ABOUT THIS EXERCISE: Compute how many lines in the records below contain the string "hidden" and give that number without other output.

----------------------------------------

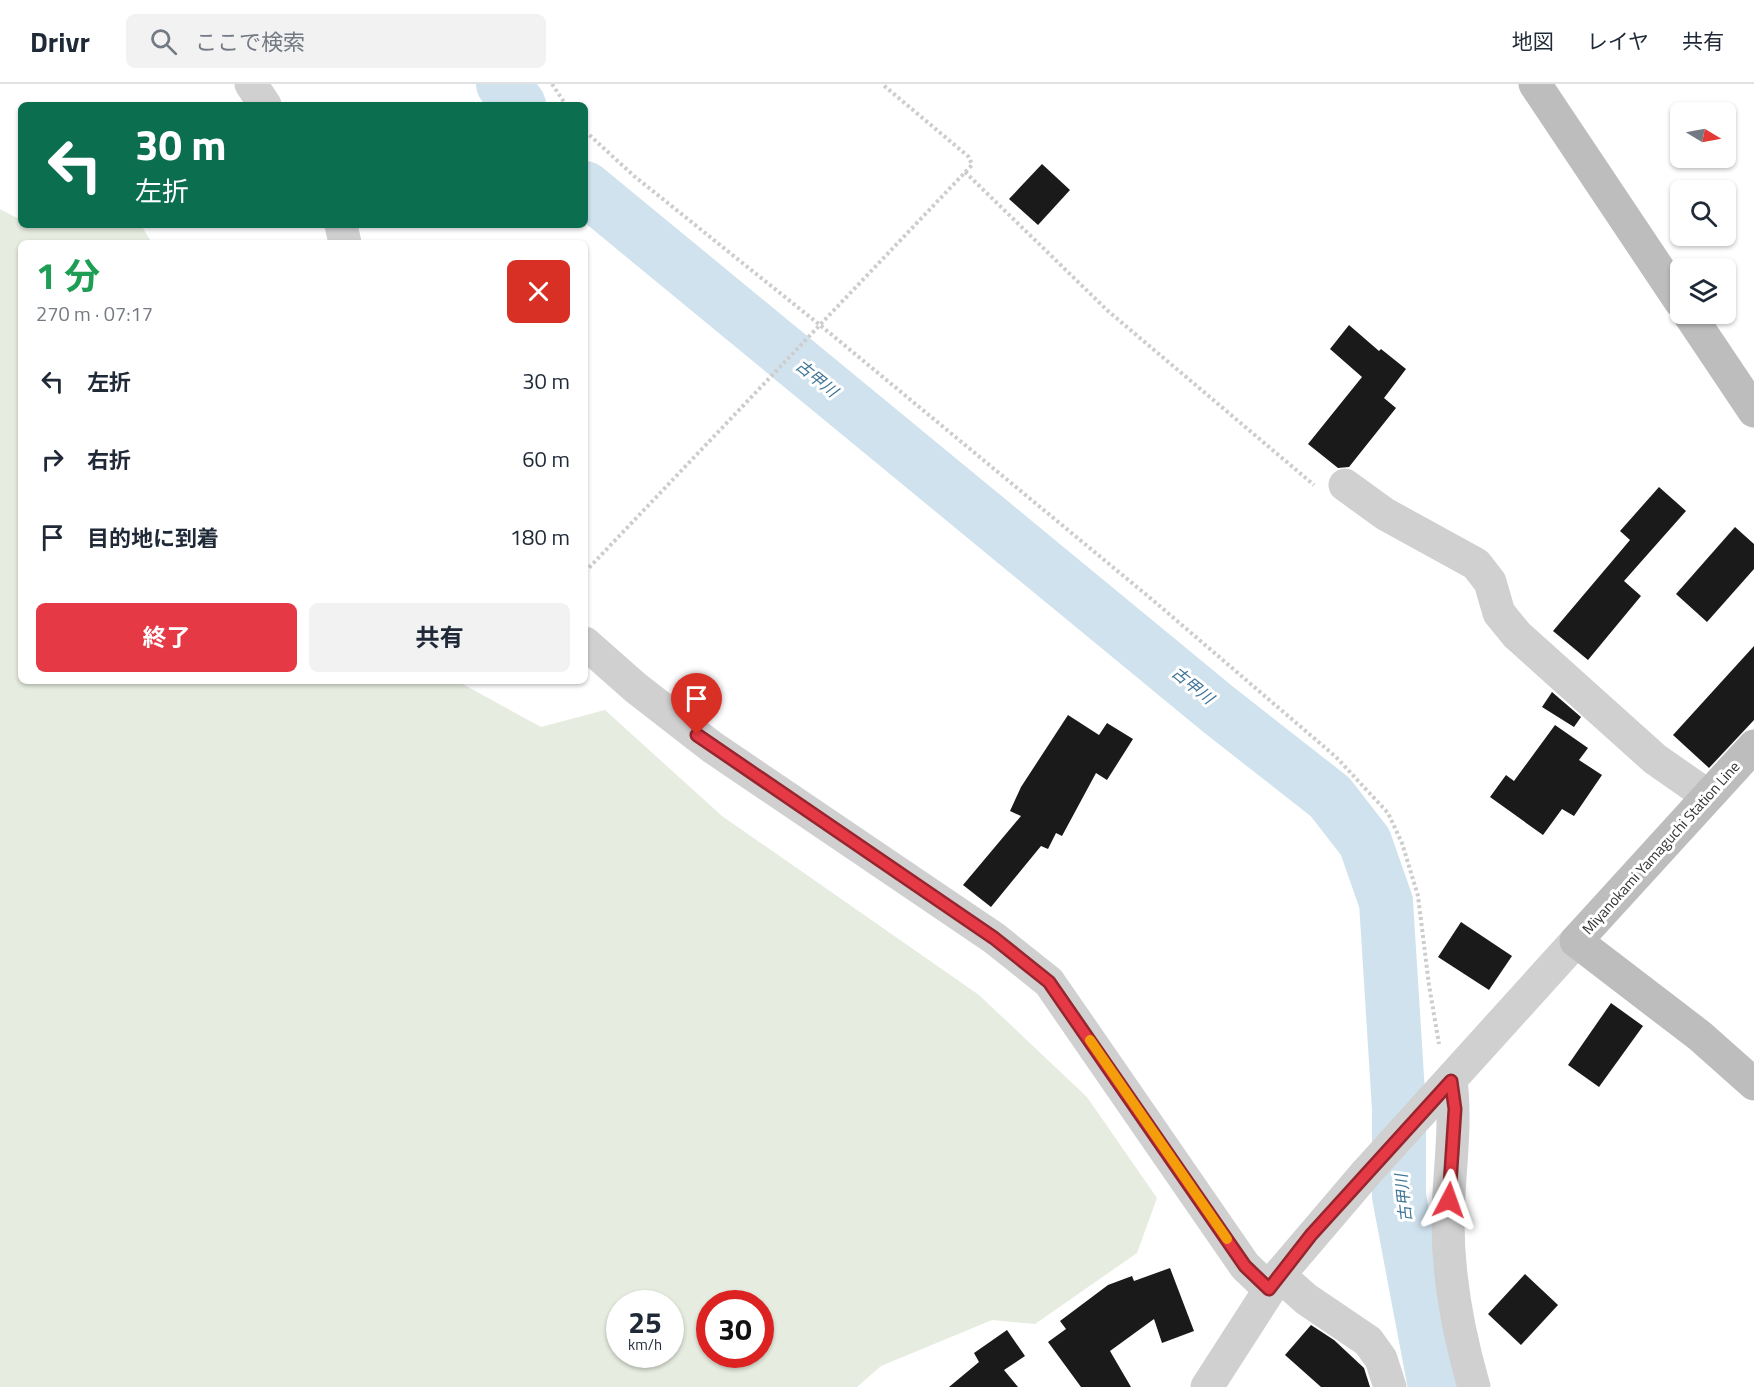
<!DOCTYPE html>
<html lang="ja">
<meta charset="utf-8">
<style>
:root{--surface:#fff;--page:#f2f2f3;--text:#1f2937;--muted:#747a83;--line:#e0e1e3;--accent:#e63946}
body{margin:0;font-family:"Titillium Web","Noto Sans JP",sans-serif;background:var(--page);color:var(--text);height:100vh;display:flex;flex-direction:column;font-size:22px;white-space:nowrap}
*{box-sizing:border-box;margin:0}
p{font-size:20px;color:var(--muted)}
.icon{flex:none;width:33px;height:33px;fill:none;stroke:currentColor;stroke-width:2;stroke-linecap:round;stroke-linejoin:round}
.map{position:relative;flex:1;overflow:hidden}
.panel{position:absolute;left:18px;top:156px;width:570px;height:444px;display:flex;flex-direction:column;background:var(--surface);border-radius:9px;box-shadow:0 2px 4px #0004}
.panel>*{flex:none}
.guide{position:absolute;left:18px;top:18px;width:570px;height:126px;border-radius:9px;box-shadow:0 2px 4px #0004;background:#0b6e4f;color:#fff;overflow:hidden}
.needle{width:39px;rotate:100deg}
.fabs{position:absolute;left:1670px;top:18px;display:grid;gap:12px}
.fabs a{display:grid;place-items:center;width:66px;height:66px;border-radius:9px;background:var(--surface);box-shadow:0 2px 4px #0004;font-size:30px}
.speed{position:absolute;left:606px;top:1206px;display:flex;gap:12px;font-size:30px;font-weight:700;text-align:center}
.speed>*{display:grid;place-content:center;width:78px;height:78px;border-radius:50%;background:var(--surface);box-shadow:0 2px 4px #0004;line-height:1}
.speed small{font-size:15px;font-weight:400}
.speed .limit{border:9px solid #d22;background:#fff;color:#111}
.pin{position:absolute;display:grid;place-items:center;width:51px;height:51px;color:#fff;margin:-62px -26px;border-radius:50% 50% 50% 0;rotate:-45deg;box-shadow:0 0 6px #0007}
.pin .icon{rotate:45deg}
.me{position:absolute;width:66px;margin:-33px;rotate:4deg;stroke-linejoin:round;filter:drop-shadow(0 0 4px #0008)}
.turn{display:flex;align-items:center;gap:21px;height:126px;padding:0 18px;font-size:27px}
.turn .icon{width:78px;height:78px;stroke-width:2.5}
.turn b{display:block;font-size:42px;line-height:51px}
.round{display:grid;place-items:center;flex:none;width:63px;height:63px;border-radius:9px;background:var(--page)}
.overview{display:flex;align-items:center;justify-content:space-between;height:102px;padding:0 18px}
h1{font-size:36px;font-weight:700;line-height:45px;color:#1e9e55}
.button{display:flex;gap:12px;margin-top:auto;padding:12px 18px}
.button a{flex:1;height:69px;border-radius:9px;background:var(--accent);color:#fff;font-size:24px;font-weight:700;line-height:69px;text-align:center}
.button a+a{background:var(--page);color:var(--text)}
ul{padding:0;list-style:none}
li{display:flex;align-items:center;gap:18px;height:78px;padding:0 18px}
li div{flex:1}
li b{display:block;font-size:22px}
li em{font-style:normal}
header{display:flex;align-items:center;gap:36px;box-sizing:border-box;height:84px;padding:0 30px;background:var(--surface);border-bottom:2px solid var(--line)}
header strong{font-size:28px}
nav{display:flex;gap:33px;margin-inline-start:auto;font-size:21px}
.search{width:420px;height:54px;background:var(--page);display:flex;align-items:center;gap:15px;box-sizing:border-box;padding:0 21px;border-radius:9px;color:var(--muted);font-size:22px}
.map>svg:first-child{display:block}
.green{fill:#e6ecdf;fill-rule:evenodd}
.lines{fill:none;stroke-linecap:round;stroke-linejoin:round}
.river{stroke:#cfe2ee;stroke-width:54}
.building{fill:#1a1a1a}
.path{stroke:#cdcdcd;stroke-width:4;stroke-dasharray:3 3;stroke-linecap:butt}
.minor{stroke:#d0d0d0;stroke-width:33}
.tertiary{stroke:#d0d0d0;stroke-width:33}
.secondary{stroke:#bdbdbd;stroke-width:33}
.route-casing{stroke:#96252e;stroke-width:15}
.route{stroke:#e63946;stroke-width:10}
.slow{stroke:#f59e0b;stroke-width:10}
.labels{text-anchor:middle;stroke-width:6;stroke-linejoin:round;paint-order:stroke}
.street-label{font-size:15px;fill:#333;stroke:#fff}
.water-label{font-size:16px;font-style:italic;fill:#3f7597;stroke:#fff}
</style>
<header>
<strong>Drivr</strong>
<div class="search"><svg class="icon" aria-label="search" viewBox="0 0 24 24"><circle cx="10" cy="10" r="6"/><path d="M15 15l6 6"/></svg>ここで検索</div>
<nav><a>地図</a><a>レイヤ</a><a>共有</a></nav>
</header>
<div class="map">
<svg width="1754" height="1303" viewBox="0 0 1754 1303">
<rect width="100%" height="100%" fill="#fff"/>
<!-- green -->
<path class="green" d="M0 125 17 134 21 131V141H141L152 159H21V597H457L541 643 605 626 722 732 979 911 1087 1013 1157 1114 1137 1169 1035 1240 992 1236 881 1282 857 1303H0ZM620 1220H670V1270H620ZM710 1220H760V1270H710Z"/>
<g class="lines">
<!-- river -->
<g class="river">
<polyline points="503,0 519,21"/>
<polyline points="585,104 1219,626 1330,713 1365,758 1386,818 1399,1025 1399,1112 1435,1303"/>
</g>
</g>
<!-- building -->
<g class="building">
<polygon points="1042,80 1070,106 1038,141 1009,115"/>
<polygon points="1349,241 1379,267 1381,265 1406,285 1384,314 1396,324 1349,383 1338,384 1308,360 1362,293 1330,265"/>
<polygon points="1659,403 1686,427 1624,497 1641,512 1588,576 1553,547 1630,456 1620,447"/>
<polygon points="1735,443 1754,460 1754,485 1707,538 1676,510"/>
<polygon points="1754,562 1754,636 1709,684 1673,651"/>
<polygon points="1552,608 1581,633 1574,643 1542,623"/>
<polygon points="1068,631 1099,651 1107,639 1133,655 1107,696 1096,689 1062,752 1056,749 1048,765 1041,762 991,823 963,801 1021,732 1010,727 1021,703"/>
<polygon points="1555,641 1588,664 1579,676 1602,691 1574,732 1562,725 1543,751 1490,713 1506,691 1514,697"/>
<polygon points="1461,838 1512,872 1489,906 1438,873"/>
<polygon points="1611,919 1643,942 1599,1003 1568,981"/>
<polygon points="1170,1184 1194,1247 1162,1259 1154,1235 1110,1267 1131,1303 1081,1303 1048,1258 1066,1245 1060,1237 1108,1201 1132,1192 1134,1197"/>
<polygon points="1525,1190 1558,1221 1521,1261 1488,1230"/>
<polygon points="1311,1241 1334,1256 1364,1284 1370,1303 1321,1303 1285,1271"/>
<polygon points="1007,1246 1025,1272 1004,1286 1018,1303 949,1303 979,1278 974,1269"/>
</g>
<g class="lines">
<!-- path -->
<g class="path">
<polyline points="552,0 566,21"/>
<polyline points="585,47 634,92 820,241 1155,518 1336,673 1388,729 1402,759 1418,812 1429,901 1439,960"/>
<polyline points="965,88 1108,227 1314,401"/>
<polyline points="585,488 972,81 969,73 882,0"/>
</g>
<!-- minor -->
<g class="minor">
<polyline points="1345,401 1385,430 1476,480 1490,498 1499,529 1517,551 1655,675 1708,712"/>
<path d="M1451 997C1457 1045 1448 1092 1448 1139 1448 1194 1459 1251 1474 1303"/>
<polyline points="1279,1191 1306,1215 1368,1257 1381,1275 1390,1303"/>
<polyline points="1207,1303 1279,1191 1366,1089"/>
</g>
<!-- tertiary -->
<g class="tertiary">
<polyline points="251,0 265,21"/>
<polyline points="341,141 345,159"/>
<polyline points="585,559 636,604 712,663 994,854 1049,898 1245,1182 1269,1205"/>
<polyline points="1366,1089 1576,857"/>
</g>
<!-- secondary -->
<g class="secondary">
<polyline points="1535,0 1680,217"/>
<polyline points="1689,230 1754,327"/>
<polyline points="1754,662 1576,857 1700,952 1754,1000"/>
</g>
</g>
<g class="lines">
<!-- route casing -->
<g class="route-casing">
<polyline id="route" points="697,651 994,854 1049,898 1245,1182 1269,1205 1311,1151 1451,997 1455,1025 1449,1116"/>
</g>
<!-- route -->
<use href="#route" class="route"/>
<!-- slow -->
<polyline class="slow" points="1090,956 1227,1155"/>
</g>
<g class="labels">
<!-- street labels -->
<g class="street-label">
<text transform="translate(1661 764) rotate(-48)" y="5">Miyanokami Yamaguchi Station Line</text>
</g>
<!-- water labels -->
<g class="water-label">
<text transform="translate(817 294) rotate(39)" y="6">古甲川</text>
<text transform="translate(1193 601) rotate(39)" y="6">古甲川</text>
<text transform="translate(1403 1114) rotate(-96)" y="6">古甲川</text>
</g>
</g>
</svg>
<div class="fabs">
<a><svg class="needle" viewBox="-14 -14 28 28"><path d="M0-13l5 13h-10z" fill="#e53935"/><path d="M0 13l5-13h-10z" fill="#747a83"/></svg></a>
<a><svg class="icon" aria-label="search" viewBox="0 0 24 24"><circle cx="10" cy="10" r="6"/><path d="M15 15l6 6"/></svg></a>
<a><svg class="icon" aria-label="layers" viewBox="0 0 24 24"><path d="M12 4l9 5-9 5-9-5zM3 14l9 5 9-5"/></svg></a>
</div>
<div class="speed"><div>25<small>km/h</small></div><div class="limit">30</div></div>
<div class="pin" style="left:697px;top:651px;background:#d93025"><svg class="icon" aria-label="arrive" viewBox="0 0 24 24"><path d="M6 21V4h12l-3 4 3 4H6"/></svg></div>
<svg class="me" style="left:1449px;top:1116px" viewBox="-20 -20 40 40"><path d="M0-17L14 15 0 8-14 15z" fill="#e63946" stroke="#fff" stroke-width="4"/></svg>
<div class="guide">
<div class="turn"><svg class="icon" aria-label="left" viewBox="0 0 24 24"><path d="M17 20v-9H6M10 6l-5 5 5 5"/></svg><div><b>30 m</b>左折</div></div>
</div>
<section class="panel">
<div class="overview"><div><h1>1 分</h1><p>270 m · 07:17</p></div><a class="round" style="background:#d93025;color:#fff"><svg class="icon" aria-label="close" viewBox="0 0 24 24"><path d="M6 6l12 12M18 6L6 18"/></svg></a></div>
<ul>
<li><svg class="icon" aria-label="left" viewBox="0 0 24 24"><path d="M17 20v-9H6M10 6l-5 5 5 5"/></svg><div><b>左折</b></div><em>30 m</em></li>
<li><svg class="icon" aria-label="right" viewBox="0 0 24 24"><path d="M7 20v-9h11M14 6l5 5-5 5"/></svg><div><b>右折</b></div><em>60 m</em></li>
<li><svg class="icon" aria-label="arrive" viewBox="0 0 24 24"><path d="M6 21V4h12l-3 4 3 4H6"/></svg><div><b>目的地に到着</b></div><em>180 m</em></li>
</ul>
<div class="button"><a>終了</a><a>共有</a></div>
</section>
</div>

----------------------------------------

EXERCISE ANSWER: 2